*** Begin section ***

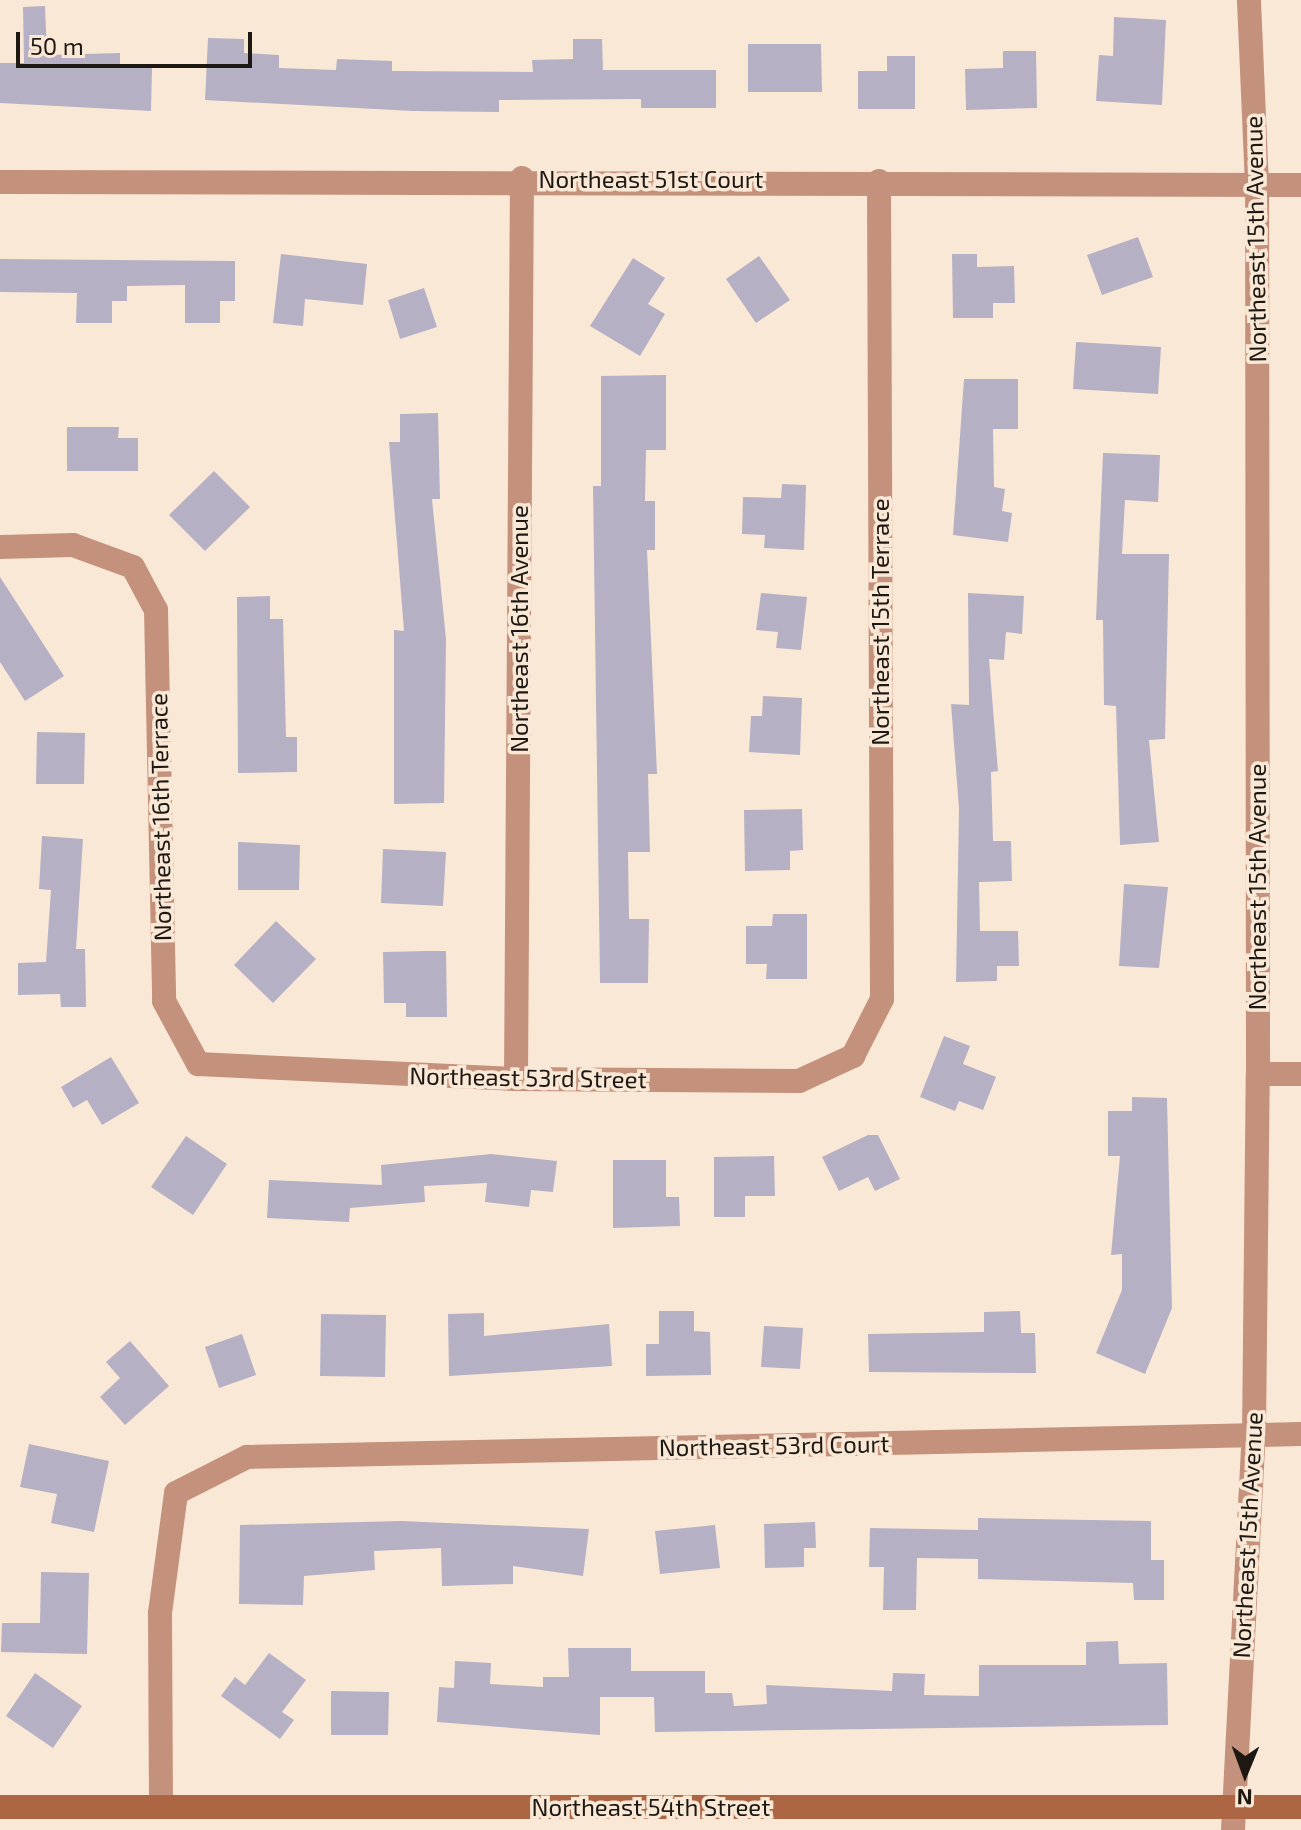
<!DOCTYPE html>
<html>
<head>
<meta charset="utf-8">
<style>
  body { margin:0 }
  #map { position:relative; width:1301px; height:1830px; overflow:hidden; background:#fae8d7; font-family:"Exo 2",sans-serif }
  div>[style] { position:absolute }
  .building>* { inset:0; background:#b6b0c5 }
  .street>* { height:24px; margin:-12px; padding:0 12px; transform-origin:12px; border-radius:12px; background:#c4927c }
  .secondary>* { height:24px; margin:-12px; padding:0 12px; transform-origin:12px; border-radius:12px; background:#ad6644 }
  span { translate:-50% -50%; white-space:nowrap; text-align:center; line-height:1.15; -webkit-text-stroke:7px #fae8d7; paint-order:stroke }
  .street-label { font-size:24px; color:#1e1812 }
  .north { position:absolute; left:1205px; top:1734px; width:80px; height:80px; -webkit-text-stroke:6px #fae8d7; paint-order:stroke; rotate:181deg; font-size:22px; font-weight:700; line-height:32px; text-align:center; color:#1e1812 }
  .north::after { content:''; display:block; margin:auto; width:28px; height:36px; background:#1e1812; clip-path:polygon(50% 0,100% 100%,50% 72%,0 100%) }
  .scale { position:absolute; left:16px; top:32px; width:236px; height:36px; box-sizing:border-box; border:4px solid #1e1812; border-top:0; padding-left:10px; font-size:24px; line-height:28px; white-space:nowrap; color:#1e1812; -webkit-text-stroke:6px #fae8d7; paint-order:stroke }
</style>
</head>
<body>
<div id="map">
  <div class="building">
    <div style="clip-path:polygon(45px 6px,47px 55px,120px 53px,120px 68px,152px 68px,151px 111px,0 103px,0 63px,24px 63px,23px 7px)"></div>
    <div style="clip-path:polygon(1114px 17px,1166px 20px,1162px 105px,1096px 101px,1099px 55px,1113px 56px)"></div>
    <div style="clip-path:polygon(208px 38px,244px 39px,244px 53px,279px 55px,279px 68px,336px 70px,337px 59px,392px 61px,392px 71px,533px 72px,532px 60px,573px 59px,573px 39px,602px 39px,603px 70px,716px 70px,716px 108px,641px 108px,641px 99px,499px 100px,499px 112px,413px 111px,205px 100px)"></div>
    <div style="clip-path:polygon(748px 44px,821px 44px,822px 92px,748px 92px)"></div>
    <div style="clip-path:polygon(1003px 51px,1036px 51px,1037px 108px,966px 110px,965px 69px,1003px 68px)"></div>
    <div style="clip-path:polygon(887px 56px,915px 56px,915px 109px,858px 109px,858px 71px,887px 71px)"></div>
    <div style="clip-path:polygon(1138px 237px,1153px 277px,1102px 295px,1087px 255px)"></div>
    <div style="clip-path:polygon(281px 254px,367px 264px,363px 305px,305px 299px,303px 326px,273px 323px)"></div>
    <div style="clip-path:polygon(952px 254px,977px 254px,977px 267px,1014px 266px,1015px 303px,993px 303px,993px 318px,953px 318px)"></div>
    <div style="clip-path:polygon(759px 256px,790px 300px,756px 323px,726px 279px)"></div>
    <div style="clip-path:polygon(633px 258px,665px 278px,648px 304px,665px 314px,640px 356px,590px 326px)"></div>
    <div style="clip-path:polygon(0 259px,235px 261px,235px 301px,220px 301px,220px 323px,185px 323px,185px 285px,127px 286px,127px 301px,112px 301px,112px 323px,76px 323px,77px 293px,0 292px)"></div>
    <div style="clip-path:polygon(424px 288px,437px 327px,400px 339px,388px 300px)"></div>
    <div style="clip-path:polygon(1076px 342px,1161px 347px,1158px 394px,1073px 389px)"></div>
    <div style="clip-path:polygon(666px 375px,666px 450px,646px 450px,645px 501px,655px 501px,655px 550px,647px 550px,657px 774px,648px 774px,650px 852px,628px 852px,629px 919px,649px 919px,648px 983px,600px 983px,593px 486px,601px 486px,601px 376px)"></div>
    <div style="clip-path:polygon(964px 379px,1018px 379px,1018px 429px,993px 429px,994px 487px,1005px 489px,1002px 511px,1012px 513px,1008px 542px,953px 535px)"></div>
    <div style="clip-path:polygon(438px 413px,440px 499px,432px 499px,446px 639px,444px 803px,394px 804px,394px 630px,404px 631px,389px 442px,400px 442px,400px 414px)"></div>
    <div style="clip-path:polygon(67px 427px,119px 427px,118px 438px,138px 438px,138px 471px,67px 471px)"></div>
    <div style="clip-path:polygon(1103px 453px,1160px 455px,1158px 502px,1125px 500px,1122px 554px,1169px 554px,1165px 739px,1149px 740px,1159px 842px,1120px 845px,1116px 706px,1104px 705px,1103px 620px,1096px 620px)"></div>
    <div style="clip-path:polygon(214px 471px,250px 507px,205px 551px,169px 515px)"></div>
    <div style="clip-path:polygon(782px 484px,806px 485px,804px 550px,764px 548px,765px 535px,742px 534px,743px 497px,781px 498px)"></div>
    <div style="clip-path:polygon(0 577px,64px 676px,25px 701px,0 662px)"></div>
    <div style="clip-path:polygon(761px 593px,807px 597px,801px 650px,776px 648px,778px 632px,756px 630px)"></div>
    <div style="clip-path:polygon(968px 593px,1024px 596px,1022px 634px,1006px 632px,1004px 660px,989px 659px,998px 771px,991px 772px,993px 841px,1011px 841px,1012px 881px,979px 882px,980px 931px,1018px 931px,1019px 966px,997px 966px,997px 981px,956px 982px,959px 809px,951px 704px,969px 705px)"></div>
    <div style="clip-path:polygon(270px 596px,270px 619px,283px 619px,286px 737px,297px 737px,297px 772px,238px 773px,237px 597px)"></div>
    <div style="clip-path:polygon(763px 696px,802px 698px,800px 755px,749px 752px,751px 716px,762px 716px)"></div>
    <div style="clip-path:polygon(37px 732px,85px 733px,84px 784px,36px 784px)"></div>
    <div style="clip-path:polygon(802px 809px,803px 850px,790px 851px,790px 870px,745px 871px,744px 810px)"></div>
    <div style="clip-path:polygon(42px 836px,83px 839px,76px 949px,85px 949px,86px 1007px,61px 1007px,60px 994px,18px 995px,18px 963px,46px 962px,51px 890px,39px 889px)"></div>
    <div style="clip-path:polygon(238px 842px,300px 845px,299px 890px,238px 890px)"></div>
    <div style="clip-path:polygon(383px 849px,446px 852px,443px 906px,381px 903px)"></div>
    <div style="clip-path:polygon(1124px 884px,1168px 887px,1159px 968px,1119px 966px)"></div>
    <div style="clip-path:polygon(773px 914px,807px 914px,807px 979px,766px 979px,767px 964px,746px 964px,746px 926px,772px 926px)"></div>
    <div style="clip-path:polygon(276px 921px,316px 959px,273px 1003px,234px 965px)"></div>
    <div style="clip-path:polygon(428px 951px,446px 951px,447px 1017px,406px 1017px,406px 1003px,384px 1003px,383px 952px)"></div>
    <div style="clip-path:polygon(944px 1036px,970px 1046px,963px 1064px,996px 1077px,983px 1110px,959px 1101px,955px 1111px,920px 1097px)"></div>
    <div style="clip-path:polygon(111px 1057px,139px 1103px,102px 1125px,87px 1100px,73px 1108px,61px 1087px)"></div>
    <div style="clip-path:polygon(1132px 1097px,1167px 1098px,1172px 1308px,1145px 1374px,1096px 1353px,1122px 1290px,1122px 1254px,1111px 1255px,1120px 1156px,1108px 1156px,1108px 1111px,1132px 1111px)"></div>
    <div style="clip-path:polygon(868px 1135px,878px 1135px,900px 1179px,875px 1191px,868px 1177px,839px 1191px,822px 1157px)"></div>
    <div style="clip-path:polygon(186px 1136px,227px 1164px,193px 1215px,151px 1187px)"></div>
    <div style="clip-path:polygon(491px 1154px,557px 1161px,553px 1192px,531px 1190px,529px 1207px,485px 1202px,487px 1183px,424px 1186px,425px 1202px,350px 1208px,349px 1222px,267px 1218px,269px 1180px,382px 1185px,381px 1165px)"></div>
    <div style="clip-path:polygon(774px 1156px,775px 1196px,745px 1196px,745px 1217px,714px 1217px,714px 1157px)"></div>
    <div style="clip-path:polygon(613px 1160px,666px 1160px,666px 1197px,679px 1197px,680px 1226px,613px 1228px)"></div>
    <div style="clip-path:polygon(659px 1311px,694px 1311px,694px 1331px,710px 1332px,711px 1375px,646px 1376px,646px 1344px,659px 1344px)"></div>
    <div style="clip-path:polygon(1020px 1311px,1021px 1333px,1035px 1333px,1036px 1373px,869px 1372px,868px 1334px,984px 1332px,984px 1312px)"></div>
    <div style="clip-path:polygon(484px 1313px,484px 1336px,609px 1324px,612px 1366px,449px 1376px,448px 1314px)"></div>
    <div style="clip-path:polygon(321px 1314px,386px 1315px,385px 1377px,320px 1376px)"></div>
    <div style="clip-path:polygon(764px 1326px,803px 1328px,800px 1369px,761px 1367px)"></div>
    <div style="clip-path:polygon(242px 1334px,256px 1375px,219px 1388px,205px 1347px)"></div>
    <div style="clip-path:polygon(130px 1341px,169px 1386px,125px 1425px,100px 1397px,120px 1378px,106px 1362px)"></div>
    <div style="clip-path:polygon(29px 1444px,109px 1461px,94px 1532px,51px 1523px,57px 1494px,20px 1487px)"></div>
    <div style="clip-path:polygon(978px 1518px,1151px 1521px,1151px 1560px,1164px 1560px,1164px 1600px,1134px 1600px,1133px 1583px,978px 1579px,978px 1559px,917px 1558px,916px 1610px,883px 1610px,884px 1567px,869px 1567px,870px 1528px,978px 1530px)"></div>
    <div style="clip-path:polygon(401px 1521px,589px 1529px,583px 1576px,513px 1566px,513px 1584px,442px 1586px,441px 1548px,374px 1551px,375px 1570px,304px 1576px,303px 1605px,239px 1604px,240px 1525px)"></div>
    <div style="clip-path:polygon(815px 1522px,816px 1548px,804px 1548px,804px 1567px,765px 1568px,764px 1524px)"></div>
    <div style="clip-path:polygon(715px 1525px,720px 1568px,660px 1574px,655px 1531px)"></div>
    <div style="clip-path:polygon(41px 1572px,89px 1573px,87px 1654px,1px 1652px,2px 1623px,40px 1623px)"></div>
    <div style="clip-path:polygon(1118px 1641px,1119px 1664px,1167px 1663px,1168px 1725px,655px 1732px,654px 1697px,600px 1697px,600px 1735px,437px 1722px,439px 1687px,454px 1688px,455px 1661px,491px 1663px,490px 1684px,543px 1687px,543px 1677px,569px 1677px,568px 1648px,631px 1648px,631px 1671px,705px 1671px,705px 1693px,732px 1693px,734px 1706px,767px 1704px,766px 1685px,892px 1691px,893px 1673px,925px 1674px,924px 1695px,979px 1696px,979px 1665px,1086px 1665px,1086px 1642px)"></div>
    <div style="clip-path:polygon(269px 1653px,306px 1680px,282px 1712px,294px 1720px,280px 1739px,221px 1696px,235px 1677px,245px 1685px)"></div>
    <div style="clip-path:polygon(35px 1673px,82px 1706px,53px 1748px,6px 1716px)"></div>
    <div style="clip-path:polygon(331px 1691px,389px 1692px,388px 1735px,331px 1735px)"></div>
  </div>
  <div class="street">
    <div style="left:0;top:182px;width:1301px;rotate:0.13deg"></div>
    <div style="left:0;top:547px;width:73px;rotate:-1.6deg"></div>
    <div style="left:73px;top:545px;width:64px;rotate:20.1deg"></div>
    <div style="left:133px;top:567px;width:49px;rotate:61.9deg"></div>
    <div style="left:156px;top:610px;width:391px;rotate:88.8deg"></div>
    <div style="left:164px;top:1001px;width:72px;rotate:61.6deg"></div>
    <div style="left:198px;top:1064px;width:318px;rotate:2.7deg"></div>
    <div style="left:516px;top:1079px;width:283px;rotate:0.4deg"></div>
    <div style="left:799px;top:1081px;width:60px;rotate:-24.8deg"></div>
    <div style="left:853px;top:1056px;width:64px;rotate:-63deg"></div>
    <div style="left:882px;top:999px;width:818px;rotate:-90.21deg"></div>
    <div style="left:1258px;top:1074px;width:43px"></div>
    <div style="left:516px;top:1079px;width:901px;rotate:-89.62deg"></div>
    <div style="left:161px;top:1807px;width:194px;rotate:-90.3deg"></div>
    <div style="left:160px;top:1613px;width:121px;rotate:-82.4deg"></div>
    <div style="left:176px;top:1493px;width:80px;rotate:-26.9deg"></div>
    <div style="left:247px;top:1457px;width:1054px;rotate:-1.25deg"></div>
    <div style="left:1233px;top:1830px;width:398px;rotate:-87deg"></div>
    <div style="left:1254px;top:1433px;width:359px;rotate:-89.4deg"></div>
    <div style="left:1258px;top:1074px;width:889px;rotate:-90.06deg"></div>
    <div style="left:1257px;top:185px;width:185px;rotate:-92.5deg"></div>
  </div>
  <div class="secondary">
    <div style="left:0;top:1807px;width:1301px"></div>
  </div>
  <div class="street-label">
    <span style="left:651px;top:179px">Northeast 51st Court</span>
    <span style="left:1255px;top:239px;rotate:-91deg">Northeast 15th Avenue</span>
    <span style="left:880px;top:622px;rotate:-90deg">Northeast 15th Terrace</span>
    <span style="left:519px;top:629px;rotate:-90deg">Northeast 16th Avenue</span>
    <span style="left:160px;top:817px;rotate:-91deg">Northeast 16th Terrace</span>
    <span style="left:1257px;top:887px;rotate:-90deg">Northeast 15th Avenue</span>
    <span style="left:528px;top:1077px;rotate:1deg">Northeast 53rd Street</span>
    <span style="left:774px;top:1445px;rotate:-1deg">Northeast 53rd Court</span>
    <span style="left:1247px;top:1535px;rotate:-87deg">Northeast 15th Avenue</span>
    <span style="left:651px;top:1807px">Northeast 54th Street</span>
  </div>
  <div class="north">N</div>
  <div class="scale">50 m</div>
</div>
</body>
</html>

*** End section ***

- What to do -
While leaving pictures out, reproduce exactly the lines from the beginning of the listing above through the line containing "position:relative; width:1301px; height:1830px;", both ends included.

- Finished exercise -
<!DOCTYPE html>
<html>
<head>
<meta charset="utf-8">
<style>
  body { margin:0 }
  #map { position:relative; width:1301px; height:1830px; overflow:hidden; background:#fae8d7; font-family:"Exo 2",sans-serif }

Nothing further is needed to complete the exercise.